It’s about 4.30am and the man with the very loud loudspeaker is chanting at us: ‘God is great … it is better to pray than sleep.’
If we had taken a poll of the 30 of us I’m sure we would have agreed on the first statement, but I’m not sure we’d have agreed on the second – not at that time of day in any case.
Of course this was all going on in Arabic and we were in a city that gets up pretty early to avoid the worst of the heat. Bethlehem is hardly a little town lying still, it’s a bustling metropolis clinging to the hills outside Jerusalem and separated not by fields but by the Israeli security wall. Its streets thrum with the sound of traffic – even the narrowest streets seem to have a small tractor or a couple of cars trying to thread their way between ancient buildings. They are alive with the smell of spices, Turkish coffee, diesel and the strange roadside snacks (anyone fancy a bag of beans to munch on?). And everywhere you go they seem to be selling luggage.
The wall has been populated with extraordinary works of art and graffiti. Banksy has been here, and for some reason there’s a giant mural of American actor Morgan Freeman next to a quote from Nelson Mandela – as if they hadn’t realised that he was just the actor playing the part, not the real thing.

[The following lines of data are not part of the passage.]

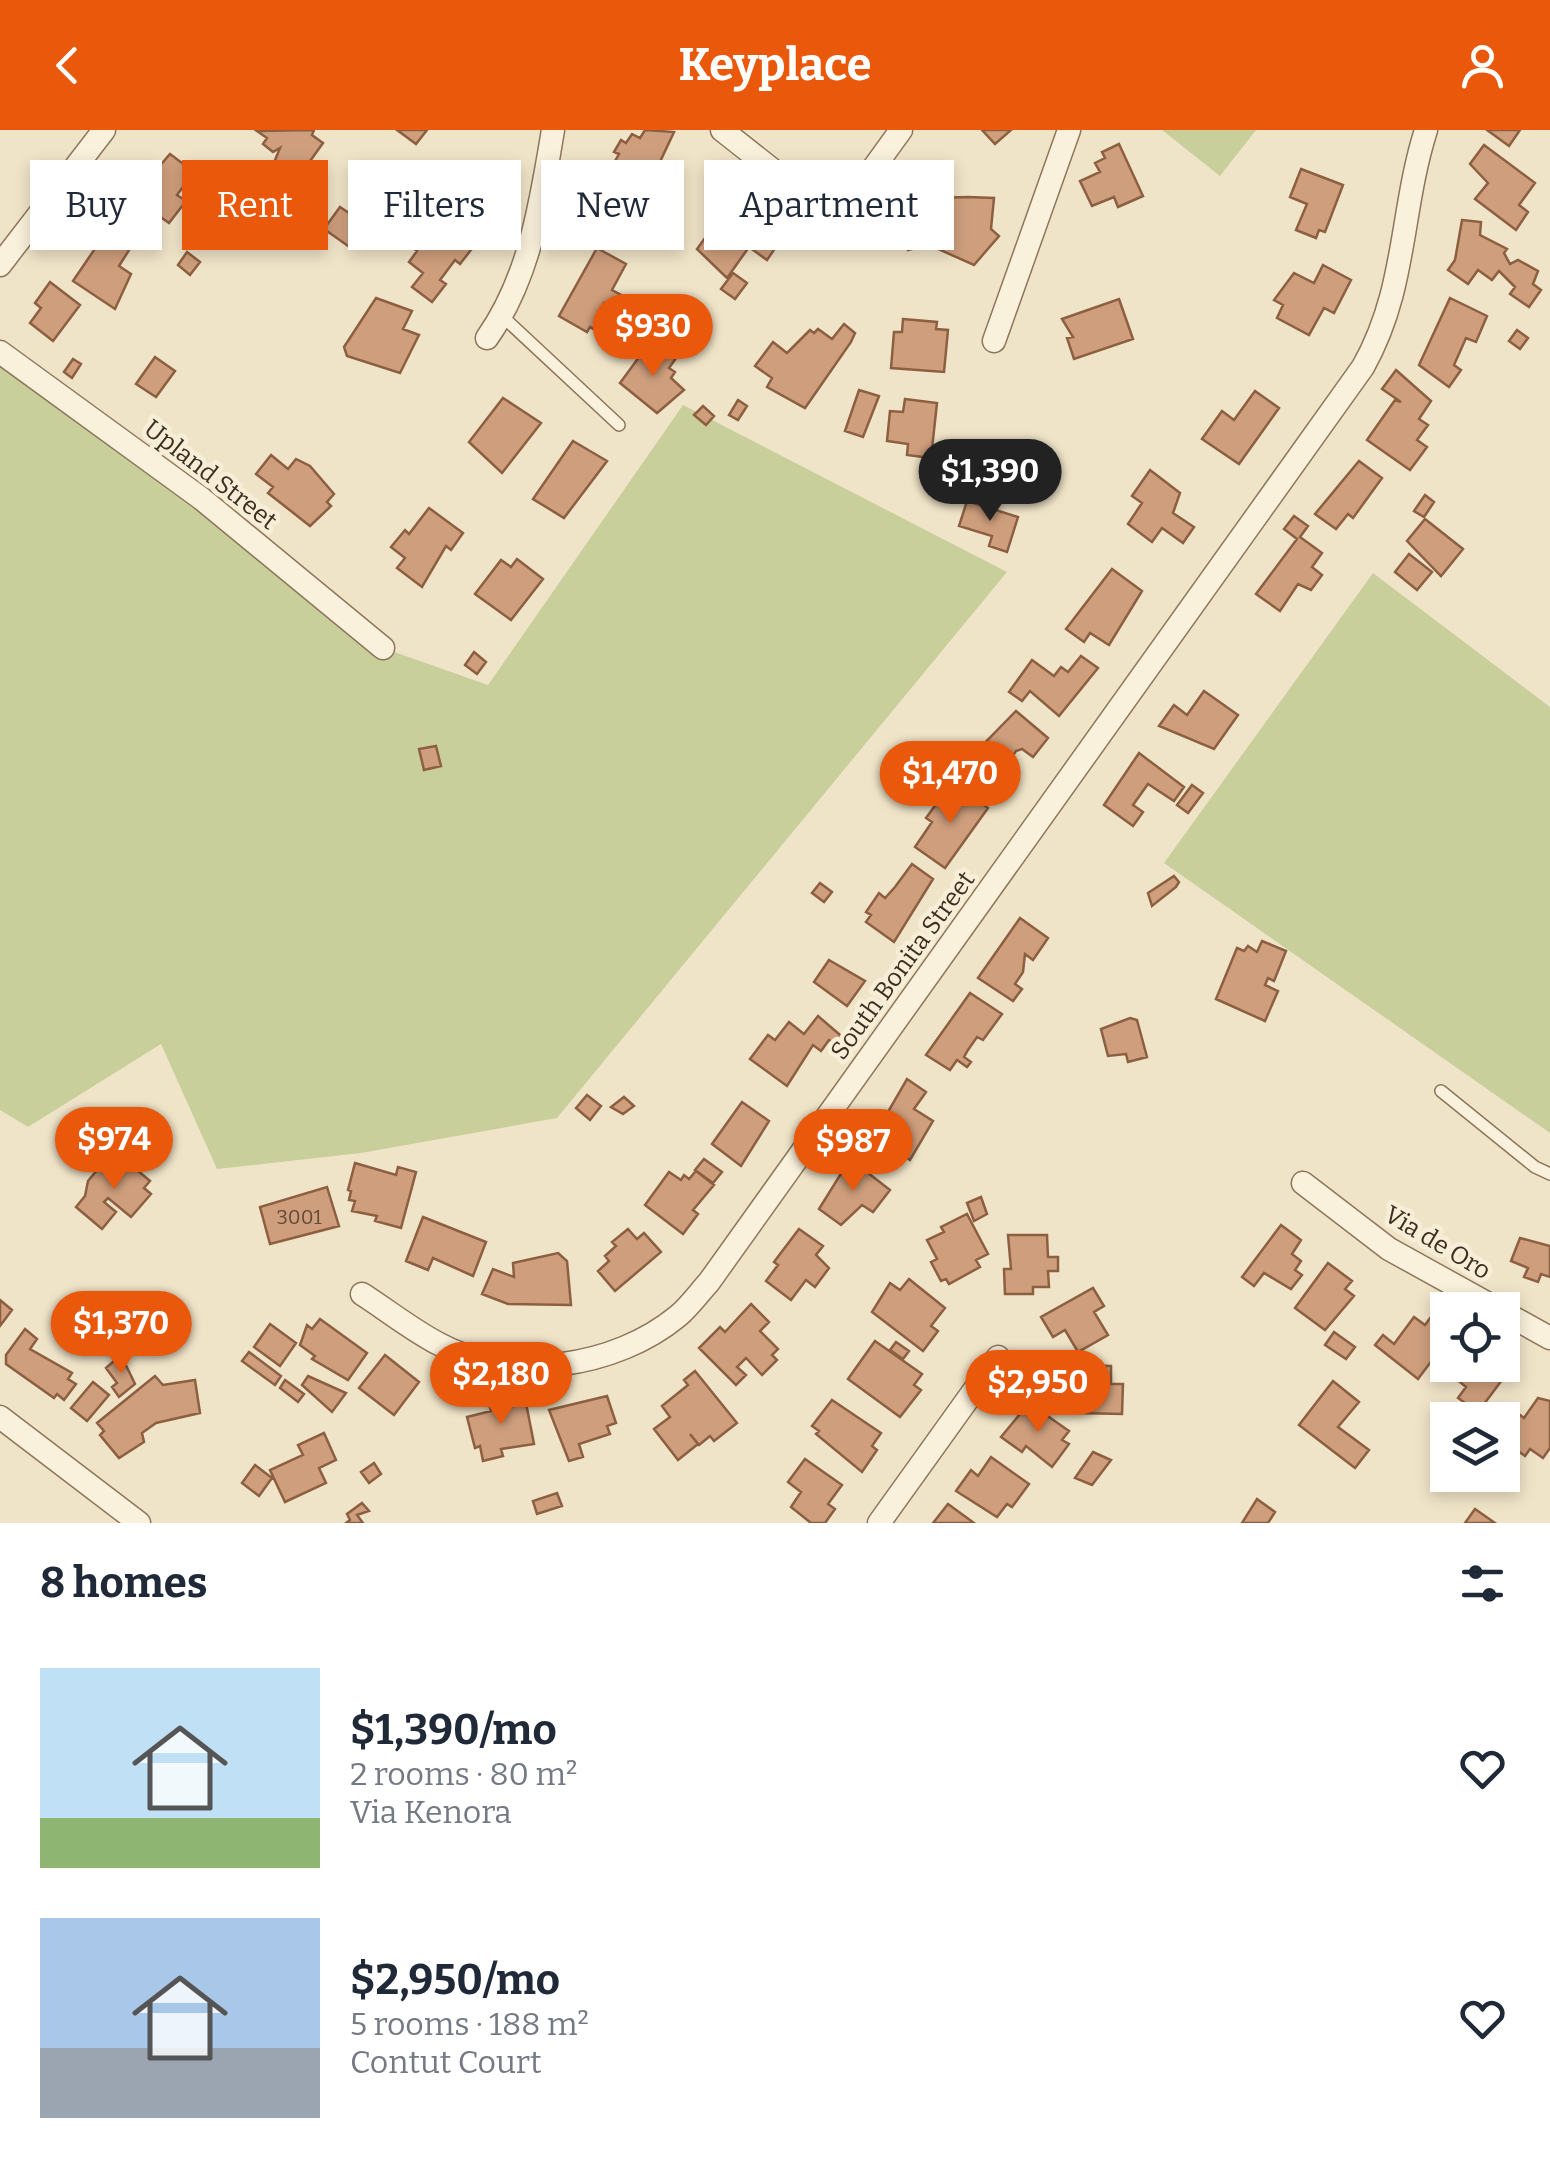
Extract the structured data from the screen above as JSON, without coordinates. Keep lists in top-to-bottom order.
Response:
{
  "streets": {
    "street": ["Upland Street", "South Bonita Street", "Via de Oro"]
  },
  "house_numbers": ["3001"],
  "page": {
    "header": "Keyplace",
    "chip": [
      "Buy",
      "Rent",
      "Filters",
      "New",
      "Apartment"
    ],
    "price": [
      "$930",
      "$1,390",
      "$1,470",
      "$974",
      "$987",
      "$1,370",
      "$2,180",
      "$2,950"
    ],
    "heading": "8 homes",
    "list": [
      {
        "name": "$1,390/mo",
        "note": "2 rooms · 80 m² · Via Kenora"
      },
      {
        "name": "$2,950/mo",
        "note": "5 rooms · 188 m² · Contut Court"
      }
    ]
  }
}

And there is humour here too. The hostelry next to the wall is called The Walled-Off Hotel. A notice declares that everything the other side of the wall is a big car park. One guard post along the wall has a portrait of the American president with the caption Trump Tower.

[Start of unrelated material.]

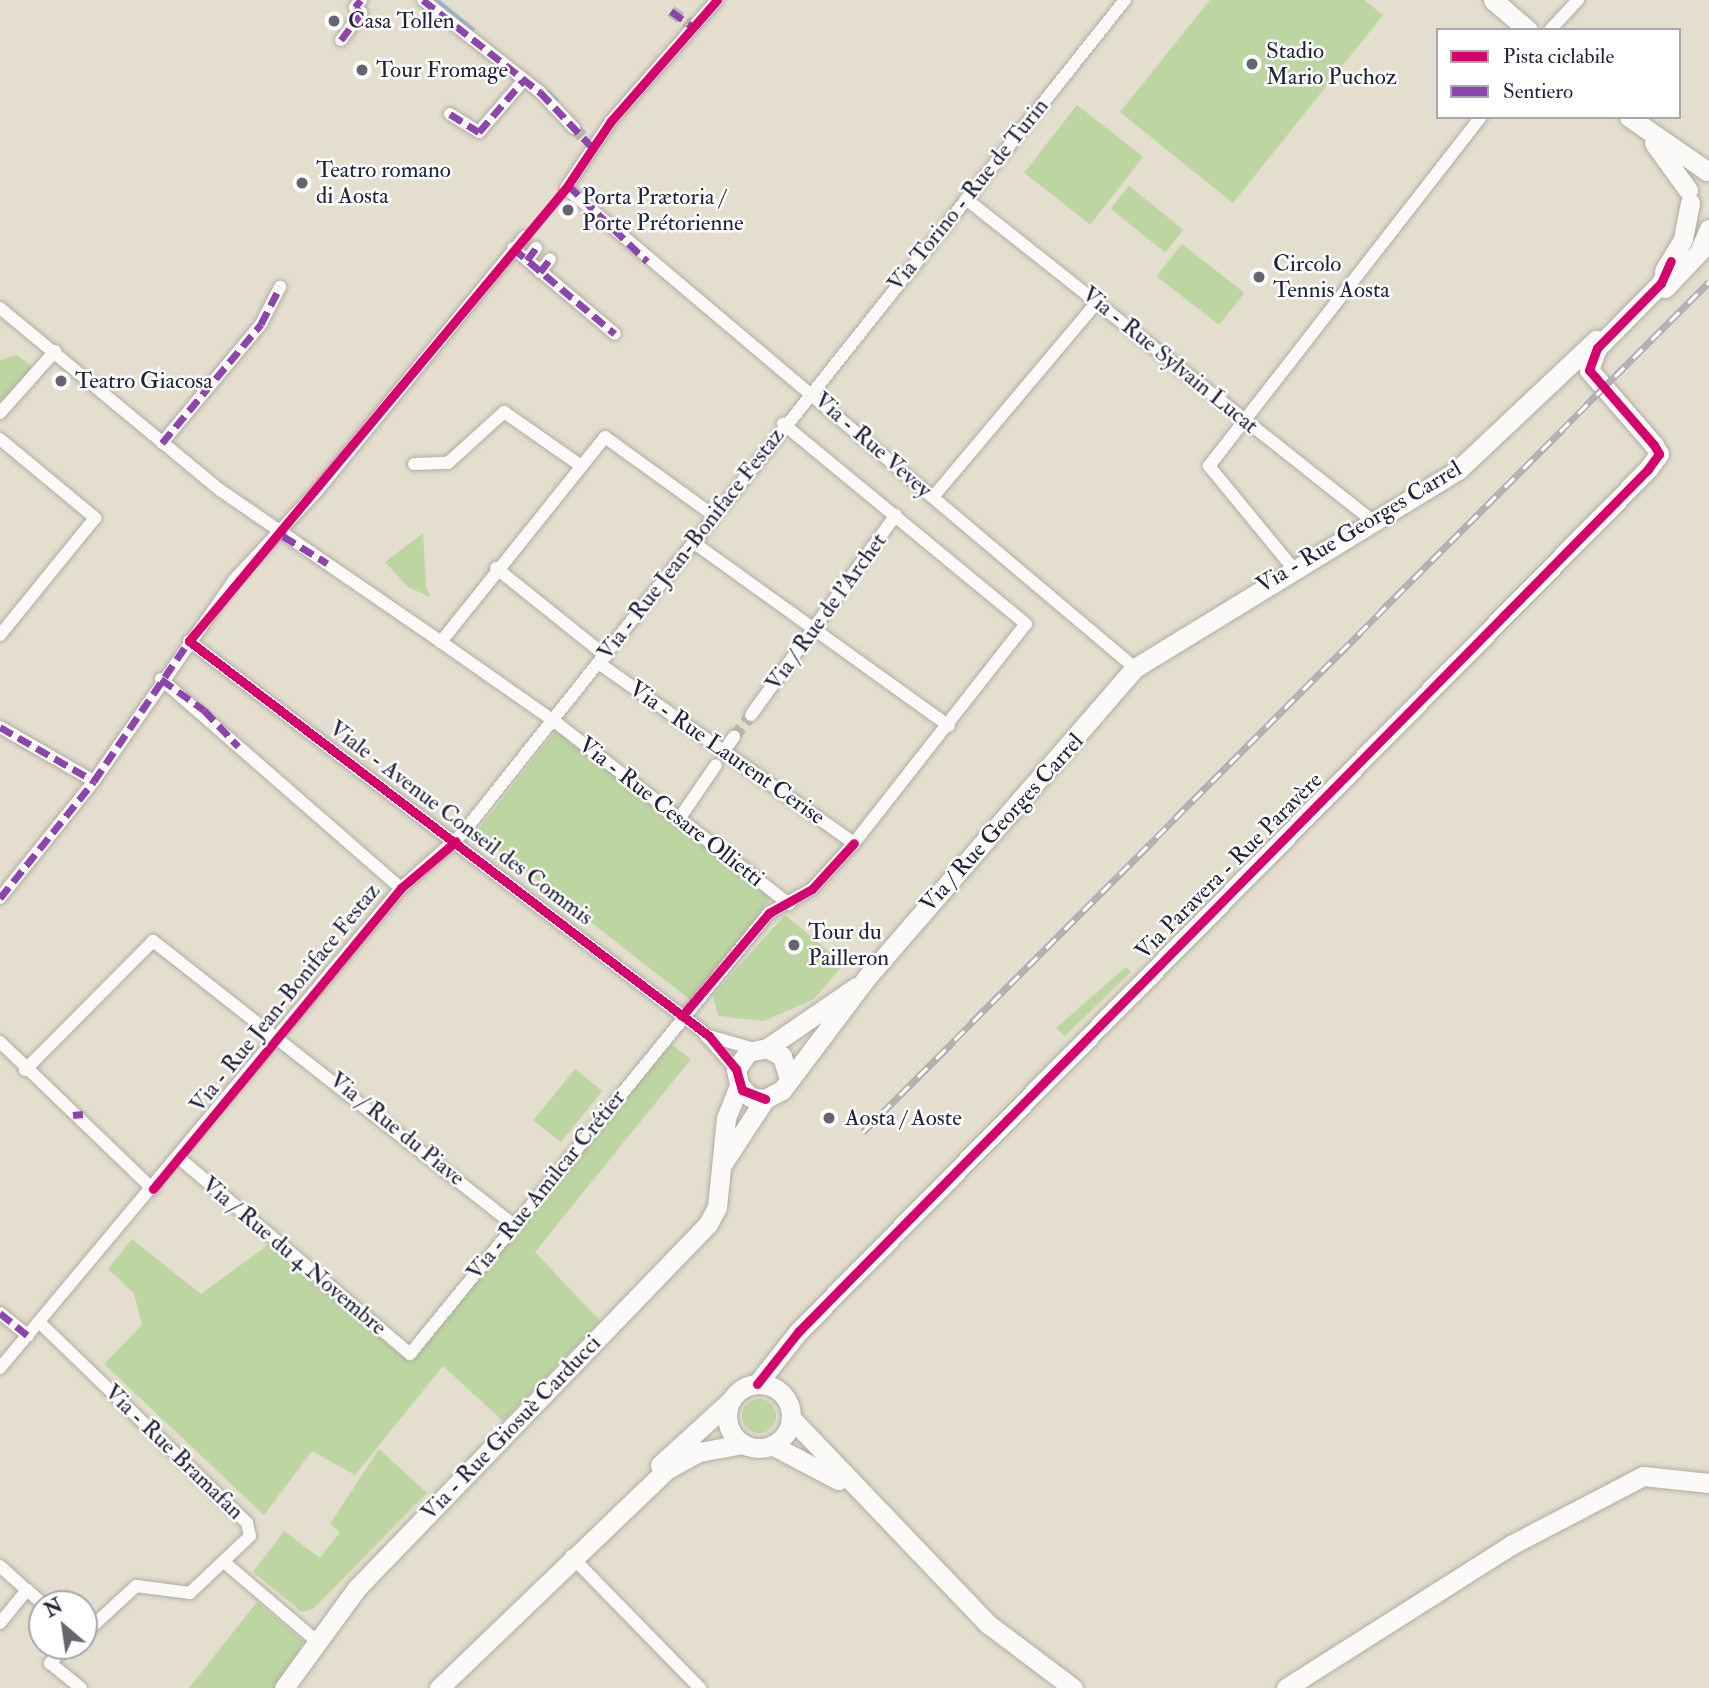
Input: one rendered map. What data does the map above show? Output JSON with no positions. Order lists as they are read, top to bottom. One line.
{"streets":{"street":["Via Torino - Rue de Turin","Via - Rue Sylvain Lucat","Via - Rue Vevey","Via - Rue Georges Carrel","Via - Rue Jean-Boniface Festaz","Via / Rue de l'Archet","Via - Rue Laurent Cerise","Via - Rue Cesare Ollietti","Viale - Avenue Conseil des Commis","Via / Rue Georges Carrel","Via Paravera - Rue Paravère","Via / Rue du Piave","Via - Rue Amilcar Crétier","Via / Rue du 4 Novembre","Via - Rue Giosuè Carducci","Via - Rue Bramafan"]},"crossings":[["Via Torino - Rue de Turin","Via - Rue Sylvain Lucat"],["Via Torino - Rue de Turin","Via - Rue Vevey"],["Via Torino - Rue de Turin","Via - Rue Jean-Boniface Festaz"],["Via - Rue Sylvain Lucat","Via - Rue Georges Carrel"],["Via - Rue Vevey","Via - Rue Georges Carrel"],["Via - Rue Vevey","Via - Rue Jean-Boniface Festaz"],["Via - Rue Vevey","Via / Rue Georges Carrel"],["Via - Rue Georges Carrel","Via / Rue Georges Carrel"],["Via - Rue Jean-Boniface Festaz","Via - Rue Laurent Cerise"],["Via - Rue Jean-Boniface Festaz","Via - Rue Cesare Ollietti"],["Via - Rue Jean-Boniface Festaz","Viale - Avenue Conseil des Commis"],["Via - Rue Jean-Boniface Festaz","Via / Rue du Piave"],["Via - Rue Jean-Boniface Festaz","Via / Rue du 4 Novembre"],["Via - Rue Jean-Boniface Festaz","Via - Rue Bramafan"],["Via / Rue de l'Archet","Via - Rue Amilcar Crétier"],["Via - Rue Laurent Cerise","Via - Rue Amilcar Crétier"],["Via - Rue Cesare Ollietti","Via - Rue Amilcar Crétier"],["Viale - Avenue Conseil des Commis","Via - Rue Amilcar Crétier"],["Via / Rue du Piave","Via - Rue Amilcar Crétier"],["Via - Rue Amilcar Crétier","Via / Rue du 4 Novembre"]],"places":["Casa Tollen","Stadio Mario Puchoz","Tour Fromage","Teatro romano di Aosta","Porta Prætoria / Porte Prétorienne","Circolo Tennis Aosta","Teatro Giacosa","Tour du Pailleron","Aosta / Aoste"],"legend":["Pista ciclabile","Sentiero"],"north":"top left"}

Get through the security wall (being careful to avoid the dogs laid out along the road), and you come to a different place – from the Middle East to Europe. That, at least, is what Israel seeks to project. The cars are less dented, the traffic… well in fairness that’s just as chaotic, the streets cleaner, the houses shinier.

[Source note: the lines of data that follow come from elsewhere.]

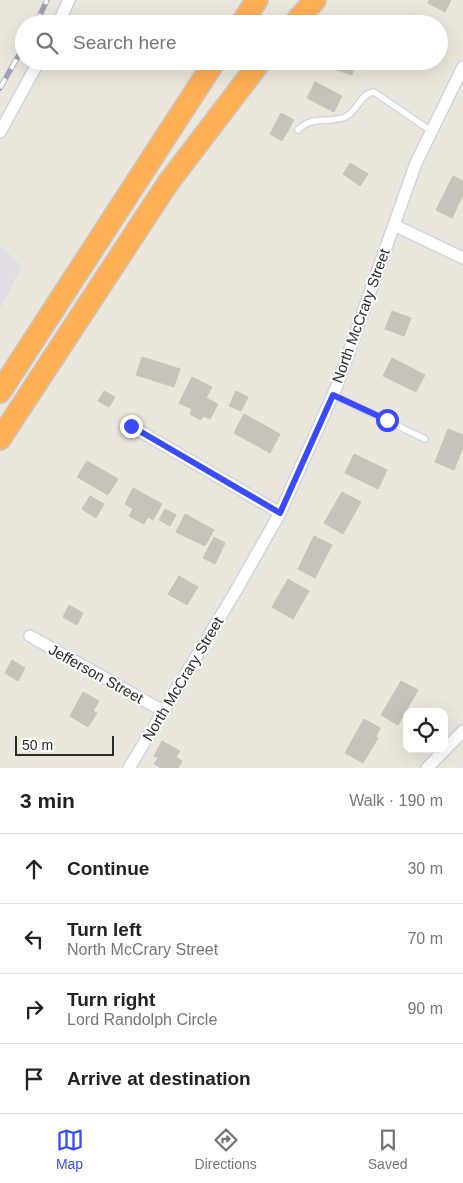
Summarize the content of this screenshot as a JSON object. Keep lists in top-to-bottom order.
{
  "streets": {
    "street": ["North McCrary Street", "Jefferson Street"]
  },
  "crossings": [
    ["North McCrary Street", "Jefferson Street"]
  ],
  "scale_bar": "50 m",
  "page": {
    "search": "Search here",
    "scale": "50 m",
    "heading": ["3 min", "Walk · 190 m"],
    "list": [
      ["Continue", "30 m"],
      ["Turn left", "North McCrary Street", "70 m"],
      ["Turn right", "Lord Randolph Circle", "90 m"],
      "Arrive at destination"
    ],
    "nav": ["Map", "Directions", "Saved"]
  }
}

As you spend time in Israel and the West Bank you begin to realise that everything works by a delicate balance. There are no peace talks and yet there is peace. Problems arise when someone upsets the balance. In the Christian sites you quickly realise that it is the same thing. Catholic and Orthodox spent years battling for possession of the ‘holiest’ sites, sometimes literally battling. Rival gangs of monks would duke it out in the Church of the Holy Sepulchre. People died fighting for religious real estate.
By the middle of the 18th Century, the Ottoman Sultan had had enough. Yes, it took a Muslim to bring order to Christians in Jerusalem. Now everything remains the same, sometimes frozen in time. A ladder in place for repairs at the Holy Sepulchre must stay where it is. It was even replaced when it rotted away.
There is an absence of war in the Holy Land – but is this really peace? It doesn’t take many trips through the wall to make you think of Paul’s words to the Ephesians. We reflected on them at communion in the Garden Tomb:
For he himself is our peace, who has made the two groups one and has destroyed the barrier, the dividing wall of hostility, by setting aside in his flesh the law with its commands and regulations. His purpose was to create in himself one new humanity out of the two, thus making peace, and in one body to reconcile both of them to God through the cross, by which he put to death their hostility.Ephesians 2:14-16
This is real peace. It is costly and yet a free gift, and it is mankind’s only hope for real peace. Whatever divides us, Jews and Gentiles or anything else – Christ is our hope.